- **EXERCISE**: When you copy the material below, keep every line exact and omit the pictures.
........
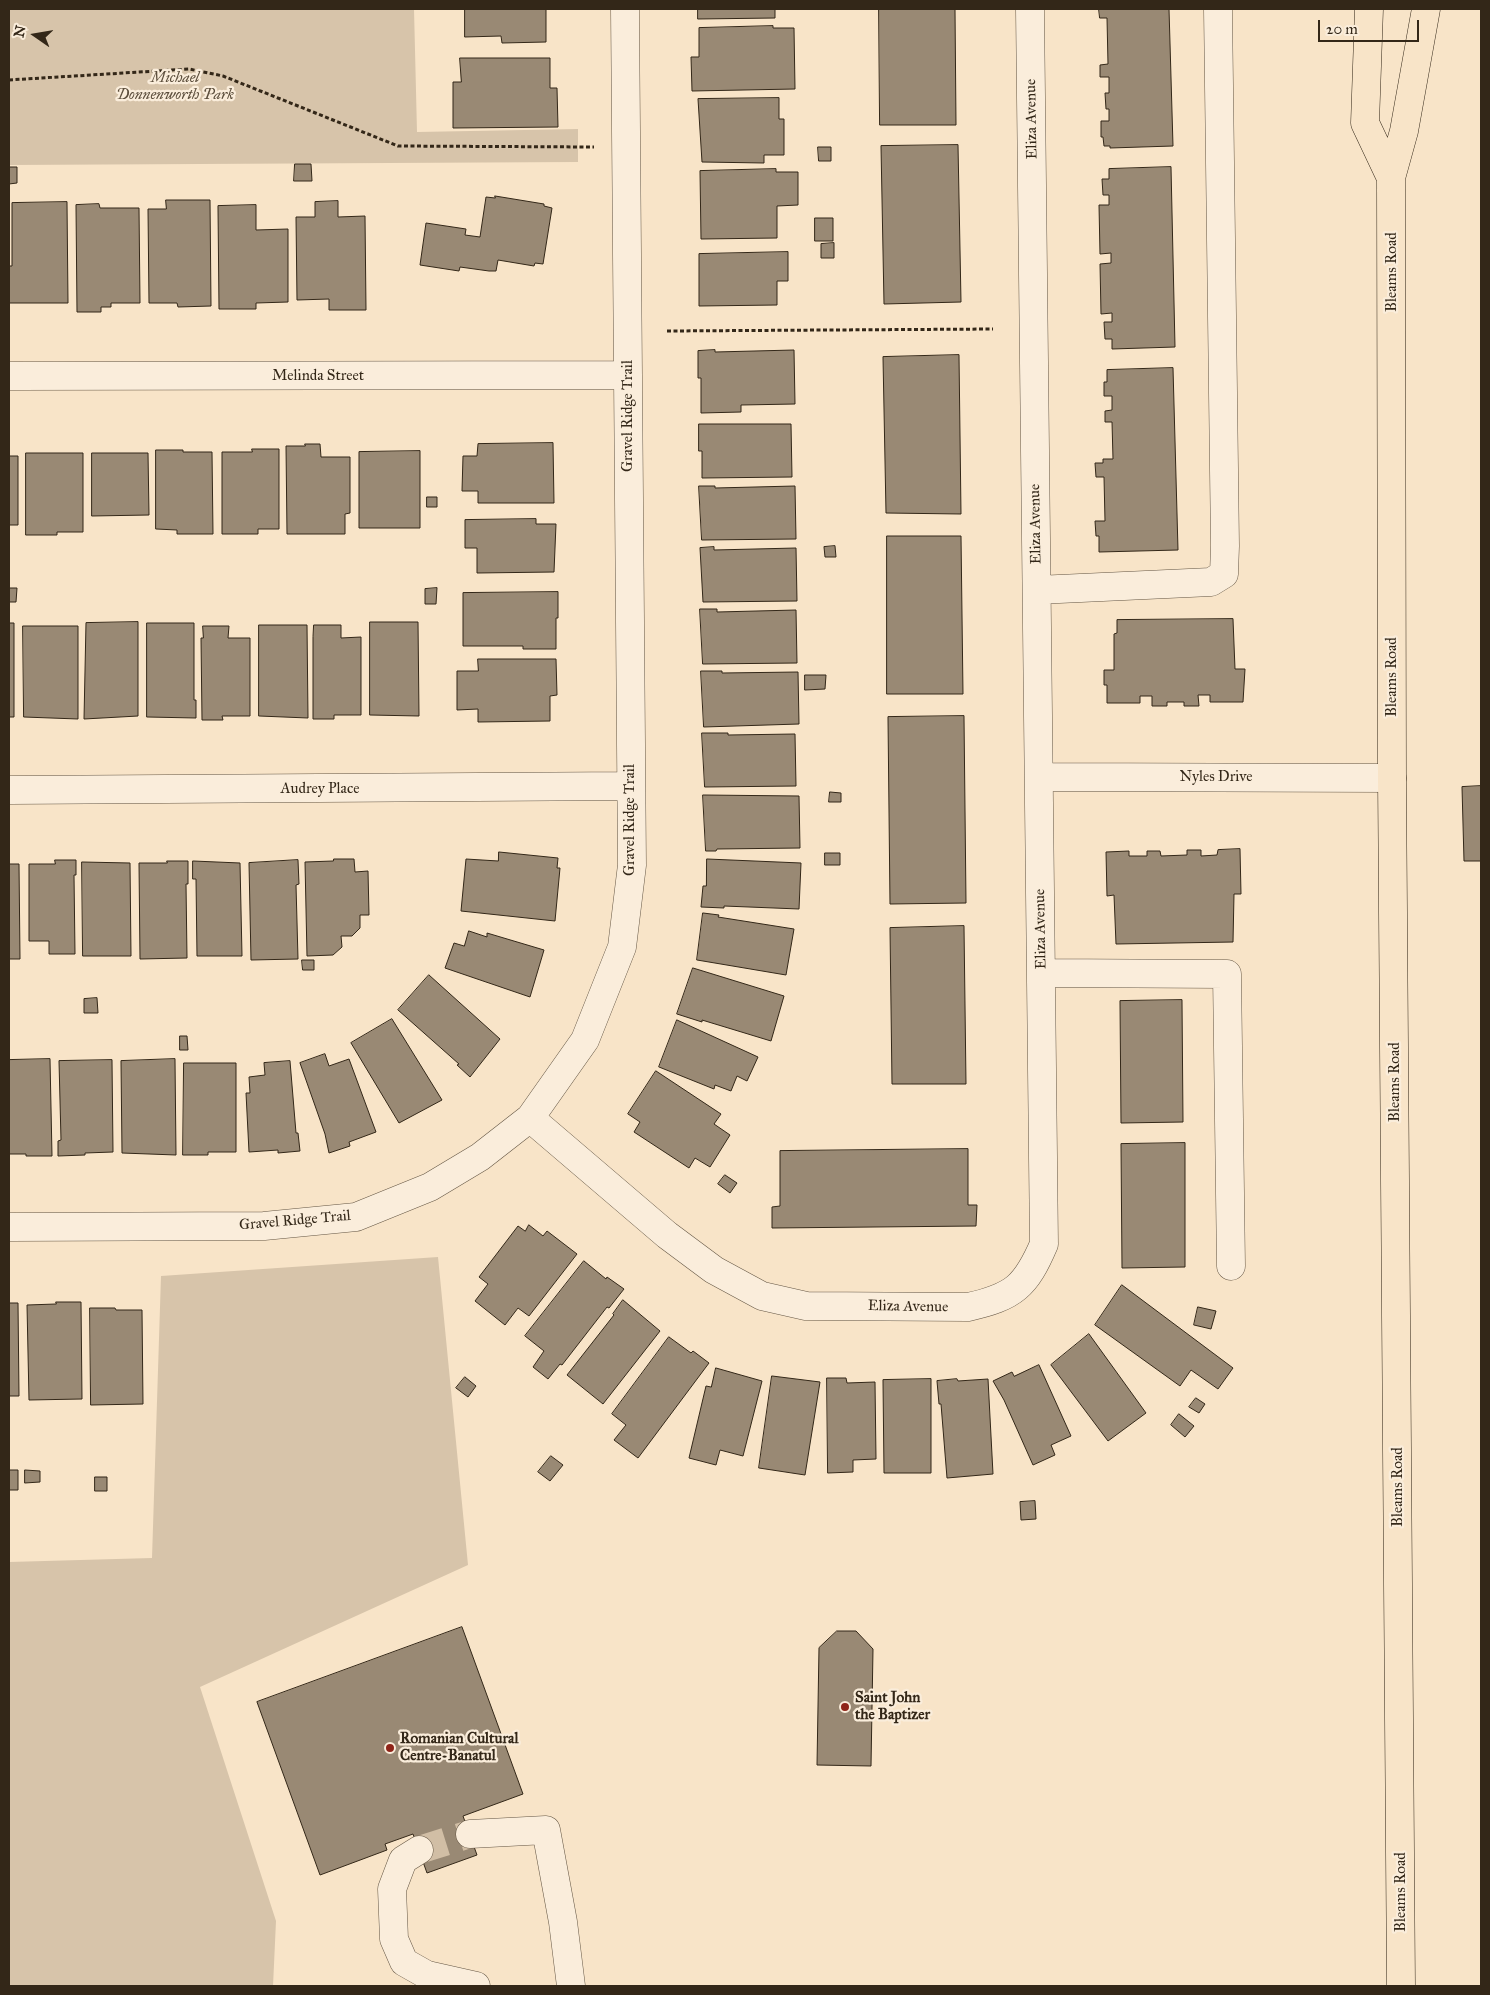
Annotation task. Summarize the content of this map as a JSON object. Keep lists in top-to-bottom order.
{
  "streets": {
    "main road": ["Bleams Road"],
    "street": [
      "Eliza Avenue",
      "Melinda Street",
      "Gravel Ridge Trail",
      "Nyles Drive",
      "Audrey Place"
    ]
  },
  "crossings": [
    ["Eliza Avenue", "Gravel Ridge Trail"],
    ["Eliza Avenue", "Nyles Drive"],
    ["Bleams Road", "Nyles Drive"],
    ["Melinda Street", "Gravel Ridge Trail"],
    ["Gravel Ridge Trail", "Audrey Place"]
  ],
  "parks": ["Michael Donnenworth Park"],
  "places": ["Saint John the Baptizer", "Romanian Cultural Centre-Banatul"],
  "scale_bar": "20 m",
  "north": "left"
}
........
- **WRITTEN REPLY**:
Annotation task. Summarize the content of this map as a JSON object. Keep lists in top-to-bottom order.
{
  "streets": {
    "main road": ["Bleams Road"],
    "street": [
      "Eliza Avenue",
      "Melinda Street",
      "Gravel Ridge Trail",
      "Nyles Drive",
      "Audrey Place"
    ]
  },
  "crossings": [
    ["Eliza Avenue", "Gravel Ridge Trail"],
    ["Eliza Avenue", "Nyles Drive"],
    ["Bleams Road", "Nyles Drive"],
    ["Melinda Street", "Gravel Ridge Trail"],
    ["Gravel Ridge Trail", "Audrey Place"]
  ],
  "parks": ["Michael Donnenworth Park"],
  "places": ["Saint John the Baptizer", "Romanian Cultural Centre-Banatul"],
  "scale_bar": "20 m",
  "north": "left"
}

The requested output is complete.